Word Break Problem 【O(n * s) time complexity】


Reading time: 35 minutes

In this problem we are given with a string and a dictionary of words, we need to find if the string can be segmented to words so that all the segmented words are present in the dictionary.

For Example:

dictionary: {i, hello, mango, man, how, ice, cream, like, cell}
string: "icelikemango"
Output: Yes
The string can be segmented as "ice like mango".

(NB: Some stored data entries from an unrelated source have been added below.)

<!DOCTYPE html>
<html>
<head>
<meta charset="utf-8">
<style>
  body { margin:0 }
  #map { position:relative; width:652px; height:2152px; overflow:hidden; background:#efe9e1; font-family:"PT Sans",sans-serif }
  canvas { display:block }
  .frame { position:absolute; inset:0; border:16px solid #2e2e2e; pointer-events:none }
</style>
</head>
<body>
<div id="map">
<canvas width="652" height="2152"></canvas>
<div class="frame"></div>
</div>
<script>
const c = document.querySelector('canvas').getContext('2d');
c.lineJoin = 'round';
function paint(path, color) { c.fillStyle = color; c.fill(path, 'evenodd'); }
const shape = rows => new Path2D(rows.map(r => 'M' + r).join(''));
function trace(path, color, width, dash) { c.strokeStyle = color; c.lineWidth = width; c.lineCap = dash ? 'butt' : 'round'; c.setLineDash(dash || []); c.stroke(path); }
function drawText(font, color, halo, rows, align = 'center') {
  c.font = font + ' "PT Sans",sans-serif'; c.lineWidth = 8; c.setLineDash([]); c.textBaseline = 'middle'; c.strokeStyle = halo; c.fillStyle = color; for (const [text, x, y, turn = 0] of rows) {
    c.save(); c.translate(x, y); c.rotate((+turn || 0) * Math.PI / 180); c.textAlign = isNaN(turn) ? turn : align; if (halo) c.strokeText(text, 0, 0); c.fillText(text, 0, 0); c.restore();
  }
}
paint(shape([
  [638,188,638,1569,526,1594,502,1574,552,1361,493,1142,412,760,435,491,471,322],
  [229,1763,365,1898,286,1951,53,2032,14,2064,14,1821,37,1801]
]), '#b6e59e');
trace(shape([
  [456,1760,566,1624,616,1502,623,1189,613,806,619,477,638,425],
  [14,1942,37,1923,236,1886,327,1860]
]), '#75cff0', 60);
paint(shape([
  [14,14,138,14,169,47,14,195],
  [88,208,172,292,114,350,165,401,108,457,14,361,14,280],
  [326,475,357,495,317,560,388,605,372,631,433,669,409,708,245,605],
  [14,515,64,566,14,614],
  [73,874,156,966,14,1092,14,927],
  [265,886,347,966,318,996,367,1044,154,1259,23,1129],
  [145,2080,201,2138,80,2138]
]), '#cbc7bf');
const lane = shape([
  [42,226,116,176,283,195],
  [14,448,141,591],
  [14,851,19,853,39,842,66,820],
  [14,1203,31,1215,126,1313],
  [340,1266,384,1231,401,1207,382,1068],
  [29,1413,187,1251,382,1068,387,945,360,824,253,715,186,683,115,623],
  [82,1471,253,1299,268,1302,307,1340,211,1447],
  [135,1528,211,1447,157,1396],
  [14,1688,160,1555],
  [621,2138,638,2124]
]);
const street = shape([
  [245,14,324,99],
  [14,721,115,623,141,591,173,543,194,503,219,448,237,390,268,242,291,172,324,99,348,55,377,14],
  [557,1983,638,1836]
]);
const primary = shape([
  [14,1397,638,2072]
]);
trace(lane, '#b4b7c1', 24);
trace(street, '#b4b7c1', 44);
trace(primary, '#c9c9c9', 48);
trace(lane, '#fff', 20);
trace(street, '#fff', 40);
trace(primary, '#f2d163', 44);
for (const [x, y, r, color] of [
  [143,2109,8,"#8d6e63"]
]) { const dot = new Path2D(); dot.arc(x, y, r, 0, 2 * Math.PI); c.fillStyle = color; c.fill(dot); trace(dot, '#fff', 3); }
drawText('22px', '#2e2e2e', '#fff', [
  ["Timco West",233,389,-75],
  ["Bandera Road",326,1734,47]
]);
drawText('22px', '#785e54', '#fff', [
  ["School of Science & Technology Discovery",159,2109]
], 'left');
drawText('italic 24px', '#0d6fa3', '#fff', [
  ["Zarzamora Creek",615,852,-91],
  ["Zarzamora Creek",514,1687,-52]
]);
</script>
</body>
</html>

The above problem can be solved by backtracking, taking consideration of all the possible segmentation, i.e if we need to print all those possible segmentation then we can do this with backtracking in O(n2*s) time. But if we only need to find that it is possible to segment the string in such a way or not then we can solve it efficiently with memoization and dynamic programming in O(n*s) time where s is the length of the largest string in the dictionary and n is the length of the given string.

Algorithm

We have explored two approaches:

  • Brute force approach
  • Dynamic Programming

1. Brute force approach

This is a simple recursive approach where we take each prefix of the string and match it with the dictionary and if it is present then we take the suffix of the string and recur the same. if the recursive call for suffix returns true then we return true, else we try for prefix of greater size. if none of the recur call of suffix returns true then we return false as the string cannot be segmented as per the words present in the dictionary.

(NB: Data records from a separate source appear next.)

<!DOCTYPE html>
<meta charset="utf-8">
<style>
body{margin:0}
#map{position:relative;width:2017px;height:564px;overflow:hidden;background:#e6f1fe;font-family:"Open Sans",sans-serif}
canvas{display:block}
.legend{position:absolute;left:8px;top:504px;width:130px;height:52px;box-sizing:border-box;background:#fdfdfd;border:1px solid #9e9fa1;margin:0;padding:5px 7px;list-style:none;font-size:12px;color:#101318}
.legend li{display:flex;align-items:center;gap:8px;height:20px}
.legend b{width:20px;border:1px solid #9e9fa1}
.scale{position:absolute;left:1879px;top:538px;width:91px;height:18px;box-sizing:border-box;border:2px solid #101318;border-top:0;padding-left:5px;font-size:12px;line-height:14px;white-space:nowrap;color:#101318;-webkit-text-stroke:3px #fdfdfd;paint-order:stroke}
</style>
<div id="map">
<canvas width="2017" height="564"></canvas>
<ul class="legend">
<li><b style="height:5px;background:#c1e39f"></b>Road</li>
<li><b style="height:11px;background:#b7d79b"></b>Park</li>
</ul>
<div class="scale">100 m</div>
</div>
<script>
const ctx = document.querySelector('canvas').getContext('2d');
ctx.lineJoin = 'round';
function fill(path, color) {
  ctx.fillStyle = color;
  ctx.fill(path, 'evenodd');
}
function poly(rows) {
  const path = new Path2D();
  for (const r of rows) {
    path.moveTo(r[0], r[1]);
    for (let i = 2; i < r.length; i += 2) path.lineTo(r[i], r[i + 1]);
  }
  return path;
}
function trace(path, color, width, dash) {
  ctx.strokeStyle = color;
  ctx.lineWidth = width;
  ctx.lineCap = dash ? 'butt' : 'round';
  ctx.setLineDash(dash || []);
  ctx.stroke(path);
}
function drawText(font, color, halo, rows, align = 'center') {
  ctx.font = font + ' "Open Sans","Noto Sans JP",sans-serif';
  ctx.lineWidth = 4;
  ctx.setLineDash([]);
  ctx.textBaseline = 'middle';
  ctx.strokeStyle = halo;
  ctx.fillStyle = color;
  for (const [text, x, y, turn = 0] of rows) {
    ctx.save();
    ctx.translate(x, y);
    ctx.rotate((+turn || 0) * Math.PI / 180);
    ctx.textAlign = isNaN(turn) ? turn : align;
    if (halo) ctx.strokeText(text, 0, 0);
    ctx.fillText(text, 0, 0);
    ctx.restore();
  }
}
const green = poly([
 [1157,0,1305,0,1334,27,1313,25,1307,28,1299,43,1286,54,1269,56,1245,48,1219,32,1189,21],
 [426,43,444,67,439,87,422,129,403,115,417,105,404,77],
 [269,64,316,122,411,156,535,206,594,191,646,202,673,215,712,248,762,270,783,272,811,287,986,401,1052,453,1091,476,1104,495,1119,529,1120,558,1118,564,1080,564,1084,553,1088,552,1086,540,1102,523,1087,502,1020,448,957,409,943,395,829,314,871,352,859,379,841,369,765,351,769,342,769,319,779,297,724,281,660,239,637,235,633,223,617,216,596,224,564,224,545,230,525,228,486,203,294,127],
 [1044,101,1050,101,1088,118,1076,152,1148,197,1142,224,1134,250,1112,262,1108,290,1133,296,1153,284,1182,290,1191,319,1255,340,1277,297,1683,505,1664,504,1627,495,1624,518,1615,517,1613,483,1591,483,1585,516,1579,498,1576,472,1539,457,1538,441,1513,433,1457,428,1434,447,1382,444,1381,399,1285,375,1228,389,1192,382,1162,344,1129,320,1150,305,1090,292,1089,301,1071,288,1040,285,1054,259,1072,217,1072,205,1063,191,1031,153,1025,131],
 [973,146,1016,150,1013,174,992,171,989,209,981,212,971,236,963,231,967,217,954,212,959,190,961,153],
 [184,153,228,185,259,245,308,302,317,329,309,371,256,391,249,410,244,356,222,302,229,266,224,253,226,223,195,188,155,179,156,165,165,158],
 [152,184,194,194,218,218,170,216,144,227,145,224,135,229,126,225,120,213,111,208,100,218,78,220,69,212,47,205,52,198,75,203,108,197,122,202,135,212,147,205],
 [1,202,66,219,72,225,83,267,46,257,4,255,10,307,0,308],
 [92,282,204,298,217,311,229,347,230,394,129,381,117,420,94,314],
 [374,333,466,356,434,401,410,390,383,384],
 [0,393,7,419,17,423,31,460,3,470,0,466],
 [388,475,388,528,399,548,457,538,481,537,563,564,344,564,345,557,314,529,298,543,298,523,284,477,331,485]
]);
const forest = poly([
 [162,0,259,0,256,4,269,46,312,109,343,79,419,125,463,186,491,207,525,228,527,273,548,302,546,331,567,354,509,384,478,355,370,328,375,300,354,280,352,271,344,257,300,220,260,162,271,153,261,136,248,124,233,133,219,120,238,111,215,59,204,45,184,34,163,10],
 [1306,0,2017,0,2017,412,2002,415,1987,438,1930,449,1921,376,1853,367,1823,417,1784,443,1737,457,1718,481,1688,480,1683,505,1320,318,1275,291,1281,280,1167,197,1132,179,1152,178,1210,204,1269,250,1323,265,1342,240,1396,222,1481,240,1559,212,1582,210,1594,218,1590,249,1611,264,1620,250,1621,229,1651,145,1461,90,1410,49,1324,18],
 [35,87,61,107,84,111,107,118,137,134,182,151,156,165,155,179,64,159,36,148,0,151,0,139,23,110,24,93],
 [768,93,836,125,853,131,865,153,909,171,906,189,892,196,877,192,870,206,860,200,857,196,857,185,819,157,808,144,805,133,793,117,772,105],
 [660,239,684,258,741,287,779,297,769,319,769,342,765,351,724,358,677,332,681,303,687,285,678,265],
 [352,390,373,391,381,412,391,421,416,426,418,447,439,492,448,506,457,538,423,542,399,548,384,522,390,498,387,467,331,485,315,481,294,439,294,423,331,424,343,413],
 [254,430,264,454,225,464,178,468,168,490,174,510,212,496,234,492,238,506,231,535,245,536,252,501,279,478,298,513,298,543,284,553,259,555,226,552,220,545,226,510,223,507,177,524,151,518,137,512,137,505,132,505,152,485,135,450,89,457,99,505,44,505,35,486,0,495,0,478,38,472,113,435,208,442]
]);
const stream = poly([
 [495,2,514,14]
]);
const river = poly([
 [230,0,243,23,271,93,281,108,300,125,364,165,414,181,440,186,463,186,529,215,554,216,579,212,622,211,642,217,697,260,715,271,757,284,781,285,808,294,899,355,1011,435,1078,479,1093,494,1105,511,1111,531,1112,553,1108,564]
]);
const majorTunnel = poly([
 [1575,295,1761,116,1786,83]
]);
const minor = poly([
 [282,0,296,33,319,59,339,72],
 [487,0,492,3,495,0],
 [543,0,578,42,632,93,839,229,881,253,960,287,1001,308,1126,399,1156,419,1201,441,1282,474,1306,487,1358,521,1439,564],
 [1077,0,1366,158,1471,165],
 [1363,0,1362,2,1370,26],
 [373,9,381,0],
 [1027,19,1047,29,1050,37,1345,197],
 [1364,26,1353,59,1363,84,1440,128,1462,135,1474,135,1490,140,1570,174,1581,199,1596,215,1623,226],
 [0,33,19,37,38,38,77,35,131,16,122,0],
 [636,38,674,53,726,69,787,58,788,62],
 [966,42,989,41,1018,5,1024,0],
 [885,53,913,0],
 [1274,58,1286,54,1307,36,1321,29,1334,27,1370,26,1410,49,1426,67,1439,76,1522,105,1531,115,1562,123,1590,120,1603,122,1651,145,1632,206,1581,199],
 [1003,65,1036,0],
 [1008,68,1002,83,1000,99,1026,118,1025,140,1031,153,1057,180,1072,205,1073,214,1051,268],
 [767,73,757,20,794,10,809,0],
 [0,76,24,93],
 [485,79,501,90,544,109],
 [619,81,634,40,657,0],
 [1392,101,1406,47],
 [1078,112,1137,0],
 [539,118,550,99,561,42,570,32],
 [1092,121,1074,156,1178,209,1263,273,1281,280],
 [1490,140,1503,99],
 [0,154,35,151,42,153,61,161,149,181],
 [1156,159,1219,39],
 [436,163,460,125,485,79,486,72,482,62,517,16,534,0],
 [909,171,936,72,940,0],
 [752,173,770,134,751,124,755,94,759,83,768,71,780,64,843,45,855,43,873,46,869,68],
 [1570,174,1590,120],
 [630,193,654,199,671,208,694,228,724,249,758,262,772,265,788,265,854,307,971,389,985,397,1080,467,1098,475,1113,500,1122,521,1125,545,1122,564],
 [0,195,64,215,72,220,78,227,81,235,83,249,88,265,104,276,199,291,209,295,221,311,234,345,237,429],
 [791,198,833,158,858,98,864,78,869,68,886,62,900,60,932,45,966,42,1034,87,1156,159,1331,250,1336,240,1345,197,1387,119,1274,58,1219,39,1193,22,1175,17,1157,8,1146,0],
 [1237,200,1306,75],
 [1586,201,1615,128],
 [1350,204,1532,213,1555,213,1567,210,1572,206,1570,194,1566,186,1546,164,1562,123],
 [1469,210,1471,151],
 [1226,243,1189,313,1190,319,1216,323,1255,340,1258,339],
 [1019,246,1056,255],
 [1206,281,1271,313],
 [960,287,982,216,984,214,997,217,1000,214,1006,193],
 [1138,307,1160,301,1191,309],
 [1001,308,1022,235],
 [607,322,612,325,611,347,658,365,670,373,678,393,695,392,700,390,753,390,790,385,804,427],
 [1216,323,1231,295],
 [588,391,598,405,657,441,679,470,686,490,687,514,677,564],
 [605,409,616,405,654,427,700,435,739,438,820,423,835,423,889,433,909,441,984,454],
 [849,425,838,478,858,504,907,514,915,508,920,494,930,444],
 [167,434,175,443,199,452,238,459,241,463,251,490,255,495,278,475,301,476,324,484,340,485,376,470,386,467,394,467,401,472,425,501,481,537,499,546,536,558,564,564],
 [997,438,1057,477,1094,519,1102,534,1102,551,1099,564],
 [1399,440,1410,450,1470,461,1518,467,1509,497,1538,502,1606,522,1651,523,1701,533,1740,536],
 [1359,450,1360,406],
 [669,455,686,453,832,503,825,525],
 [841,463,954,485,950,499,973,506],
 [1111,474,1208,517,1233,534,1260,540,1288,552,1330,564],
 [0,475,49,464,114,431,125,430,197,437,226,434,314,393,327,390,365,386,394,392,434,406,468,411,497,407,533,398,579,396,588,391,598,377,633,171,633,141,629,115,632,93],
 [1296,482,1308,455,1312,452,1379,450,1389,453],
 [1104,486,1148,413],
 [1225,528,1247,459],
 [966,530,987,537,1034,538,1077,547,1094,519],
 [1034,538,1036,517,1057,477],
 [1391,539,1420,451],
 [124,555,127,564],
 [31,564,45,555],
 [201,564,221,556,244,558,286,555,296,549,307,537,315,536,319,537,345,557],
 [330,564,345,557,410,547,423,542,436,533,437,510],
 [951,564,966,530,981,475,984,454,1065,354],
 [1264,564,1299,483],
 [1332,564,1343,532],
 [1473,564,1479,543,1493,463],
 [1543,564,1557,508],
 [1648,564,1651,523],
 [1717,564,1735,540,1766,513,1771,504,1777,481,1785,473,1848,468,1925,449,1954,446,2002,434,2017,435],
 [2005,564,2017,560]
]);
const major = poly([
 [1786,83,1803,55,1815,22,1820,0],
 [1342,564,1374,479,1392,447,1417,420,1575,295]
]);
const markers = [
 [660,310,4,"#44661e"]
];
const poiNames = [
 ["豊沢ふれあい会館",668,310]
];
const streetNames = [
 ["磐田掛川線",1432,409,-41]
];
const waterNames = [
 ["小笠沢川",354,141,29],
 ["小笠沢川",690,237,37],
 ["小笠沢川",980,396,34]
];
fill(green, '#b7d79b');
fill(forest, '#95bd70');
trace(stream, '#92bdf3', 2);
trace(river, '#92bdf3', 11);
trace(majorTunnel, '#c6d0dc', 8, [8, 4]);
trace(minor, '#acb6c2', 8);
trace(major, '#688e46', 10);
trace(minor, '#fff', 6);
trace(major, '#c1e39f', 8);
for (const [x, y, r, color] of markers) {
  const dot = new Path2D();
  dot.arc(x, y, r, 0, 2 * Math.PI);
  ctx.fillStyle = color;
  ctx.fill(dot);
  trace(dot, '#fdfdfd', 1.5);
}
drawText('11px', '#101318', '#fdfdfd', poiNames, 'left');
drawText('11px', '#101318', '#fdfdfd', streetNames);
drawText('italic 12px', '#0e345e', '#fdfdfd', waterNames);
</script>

def word_break_recursive(string, dictionary):
    n = len(string)
    if n == 0:
        return True
    for i in range(1,n + 1):
        if dictionary.__contains__(string[0: i]) and word_break_recursive(string[i: n], dictionary) :
            return True
        
    return False

The partial recursion tree of string "ilike" is shown below, the recursive algorithm first checks for the prefix, if it is present in the dictionary, then it recurs for the suffix. If both prefix and suffix is present in dictionary, i.e both returns true then we return the function as true, else we check for different prefixes if all returns False then we return false as the output of program.

2. Dynamic Programming approach

The word break problem has overlapping subproblems and optimal substructure. In recursion we solve the overlapping subproblems multiple times. So in DP approach we memoize the olution of each subproblem so that we don't need to solve it multiple times and we can use the pre-computed results to solve the problem.
Let's understand the overlapping subproblems with a string "ilike". The partial recursion tree is shown below, in which we can see that upto depth 2 the substring "like" is already solved 2 times.

recurtree_wordbreak2

In DP approach we use a dp array of size n+1(length of string) to store the results of prefixes and apart from this we use matched_index to further optimze the complexcity. Then we will check the substrings from those indexes to the he current index. If anyone of that matches then we can divide the string up to that index and start from index next to that.

def word_break(string, dictionary):
    n = len(string)
    if n == 0:
        return True
    dp = [False for _ in range(n + 1)]
    matched_index = [-1]

    for i in range(n):
        msize = len(matched_index)
        is_matched = False

        for j in range(msize - 1, -1, -1):
            sub_string = string[matched_index[j] + 1: i + 1]
            if dictionary.__contains__(sub_string):
                is_matched = True
                break
        
        if is_matched:
            dp[i] = True
            matched_index.append(i)
    
    return dp[n - 1]

The time complexity of the algorithm is O(n * s) where s is the length of the largest string in the dictionary and n is the length of the given string.
As we run the loop only once, which takes O(n) time and each time we match it with the dictionary word which can have a length <=s so overall time taken by the program is O(n * s).

Implementation

Code in python3

def word_break(string, dictionary):
    n = len(string)
    if n == 0:
        return True
    dp = [False for _ in range(n + 1)]
    matched_index = [-1]

    for i in range(n):
        msize = len(matched_index)
        is_matched = False

        for j in range(msize - 1, -1, -1):
            sub_string = string[matched_index[j] + 1: i + 1]
            if dictionary.__contains__(sub_string):
                is_matched = True
                break
        
        if is_matched:
            dp[i] = True
            matched_index.append(i)
    
    return dp[n - 1]


dictionary = ["hello", "man", "mango", "icecream", "and", "go", "i", "like", "ice", "cream", "cell"]
# print 'Yes' if the dictionary conatins the segmented words else print 'No'
print("Yes" if word_break("ilike", dictionary) else "No")

Output

"Yes"

Recursive Approach Implementation in python3

def word_break_recursive(string, dictionary):
    n = len(string)
    if n == 0:
        return True
    for i in range(1,n + 1):
        if dictionary.__contains__(string[0: i]) and word_break_recursive(string[i: n], dictionary) :
            return True
        
    return False
dictionary = ["mobile", "samsung", "sam", "sung", "man", "mango", "icecream", "and", "go", "i", "like", "ice", "cream"]

print("Yes" if word_break_recursive("ilike", dictionary) else "No")

Output

Yes

Complexity

Time complexity

  • Time Complexity of word break program in dp approach is O(n * s).
  • Time complexity of word break program in recursive approach is O(2n*s).

Space complexity

  • The word break problem takes O(n) auxiliary space.